(GIVEN INFORMATION)
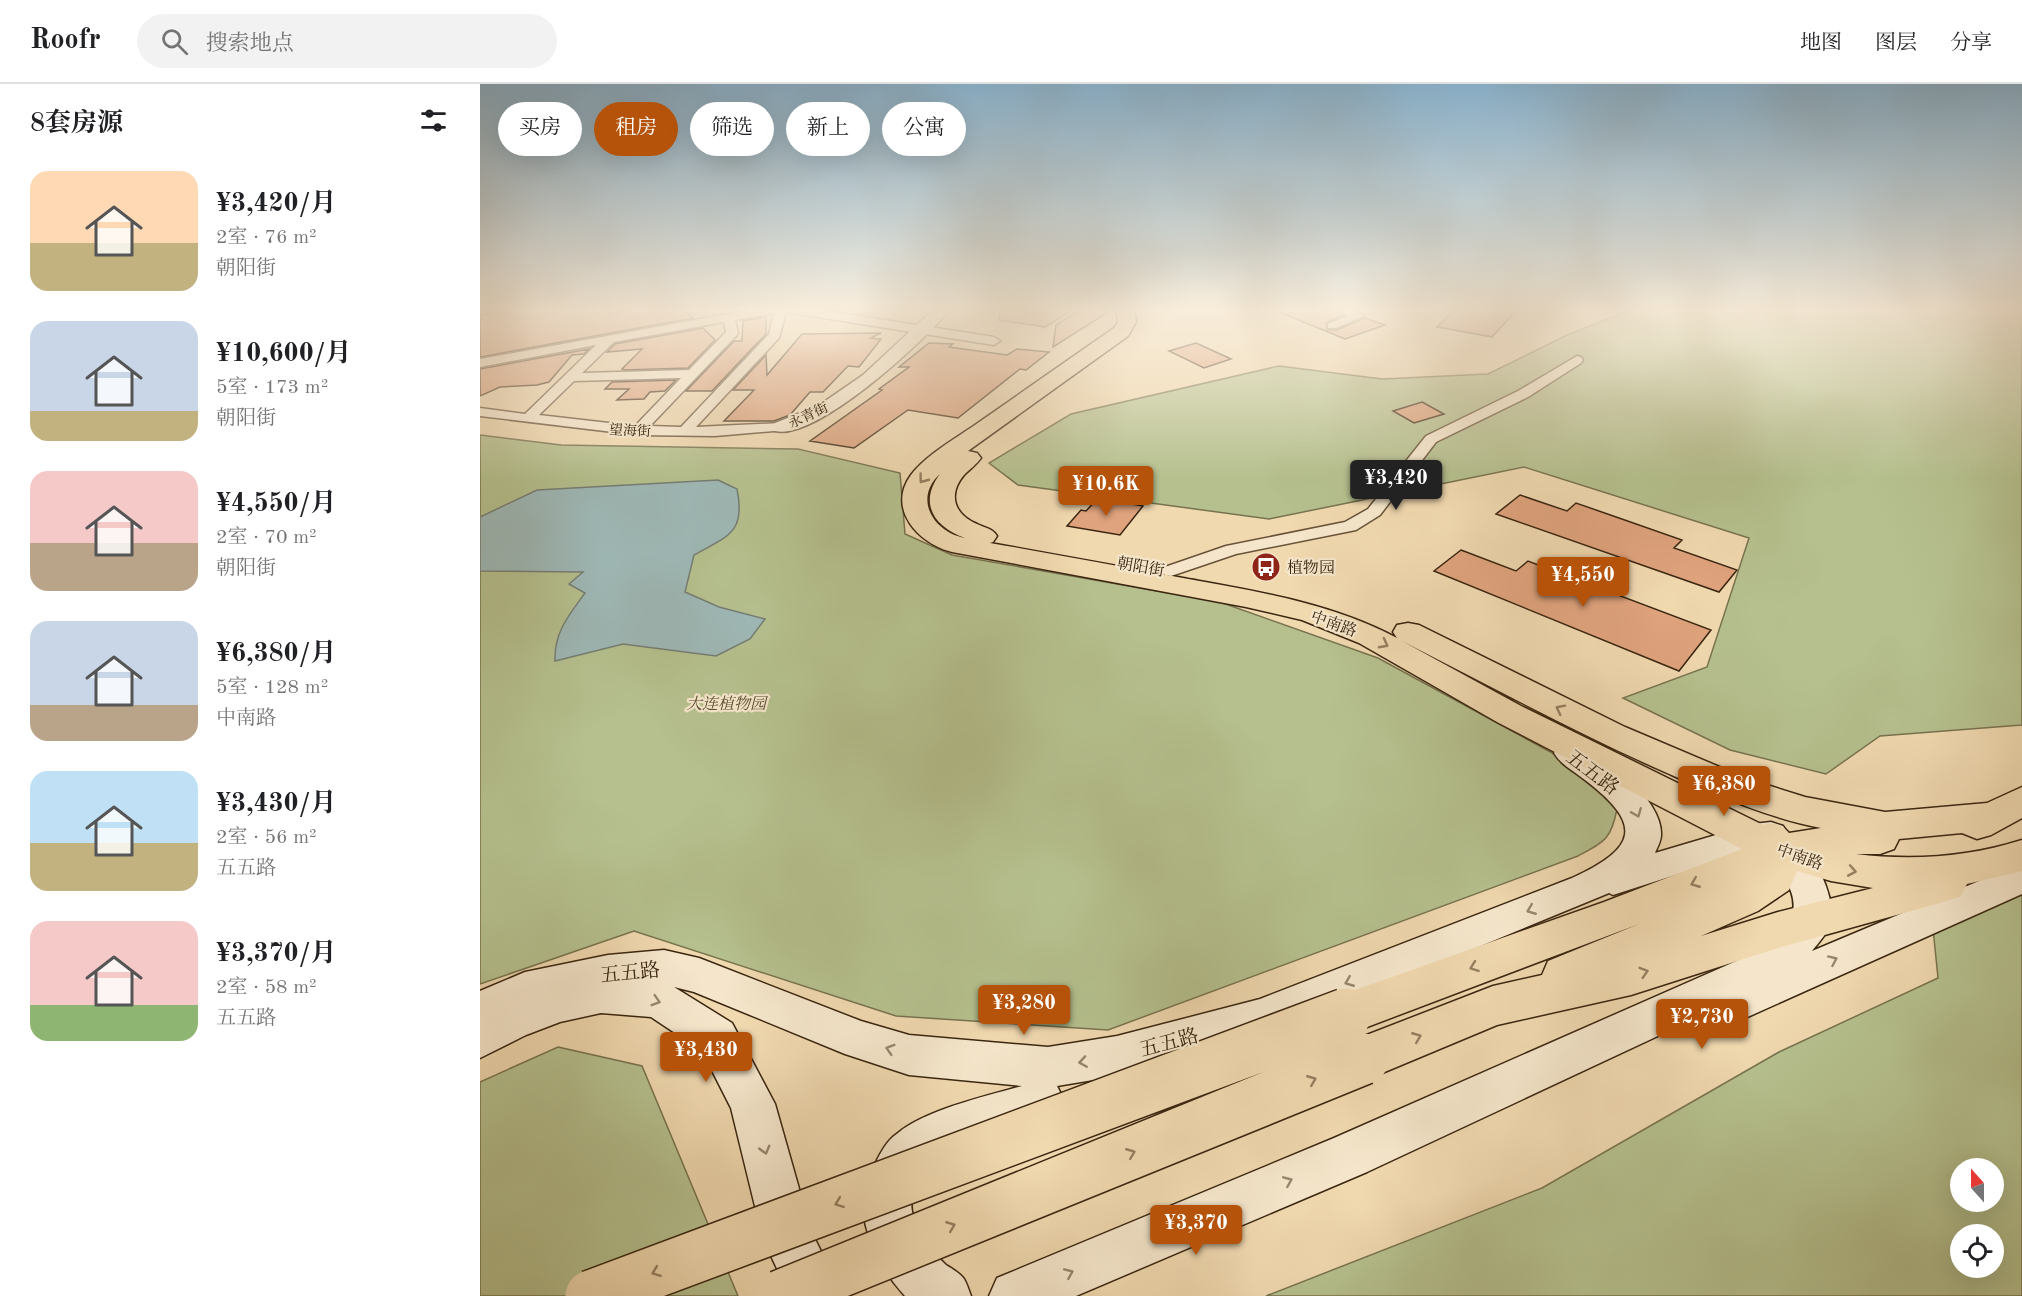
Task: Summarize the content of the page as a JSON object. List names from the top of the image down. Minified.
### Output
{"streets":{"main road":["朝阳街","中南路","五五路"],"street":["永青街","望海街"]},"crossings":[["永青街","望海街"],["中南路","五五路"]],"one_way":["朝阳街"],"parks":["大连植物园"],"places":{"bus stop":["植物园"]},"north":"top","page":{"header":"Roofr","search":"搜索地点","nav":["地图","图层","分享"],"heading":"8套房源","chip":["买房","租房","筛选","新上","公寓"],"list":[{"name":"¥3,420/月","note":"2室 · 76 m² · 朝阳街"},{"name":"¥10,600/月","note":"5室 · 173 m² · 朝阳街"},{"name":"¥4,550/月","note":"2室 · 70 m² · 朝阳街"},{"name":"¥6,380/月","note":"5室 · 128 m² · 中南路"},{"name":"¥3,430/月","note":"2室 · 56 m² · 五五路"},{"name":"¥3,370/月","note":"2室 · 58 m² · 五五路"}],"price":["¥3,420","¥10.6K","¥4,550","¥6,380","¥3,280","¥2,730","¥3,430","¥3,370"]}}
(End GIVEN INFORMATION)
■ **TASK OBJECTIVE**
Without the pictures, output the full listing exactly as it stands.

■ **RESULT OF THIS EXERCISE**
Task: Summarize the content of the page as a JSON object. List names from the top of the image down. Minified.
### Output
{"streets":{"main road":["朝阳街","中南路","五五路"],"street":["永青街","望海街"]},"crossings":[["永青街","望海街"],["中南路","五五路"]],"one_way":["朝阳街"],"parks":["大连植物园"],"places":{"bus stop":["植物园"]},"north":"top","page":{"header":"Roofr","search":"搜索地点","nav":["地图","图层","分享"],"heading":"8套房源","chip":["买房","租房","筛选","新上","公寓"],"list":[{"name":"¥3,420/月","note":"2室 · 76 m² · 朝阳街"},{"name":"¥10,600/月","note":"5室 · 173 m² · 朝阳街"},{"name":"¥4,550/月","note":"2室 · 70 m² · 朝阳街"},{"name":"¥6,380/月","note":"5室 · 128 m² · 中南路"},{"name":"¥3,430/月","note":"2室 · 56 m² · 五五路"},{"name":"¥3,370/月","note":"2室 · 58 m² · 五五路"}],"price":["¥3,420","¥10.6K","¥4,550","¥6,380","¥3,280","¥2,730","¥3,430","¥3,370"]}}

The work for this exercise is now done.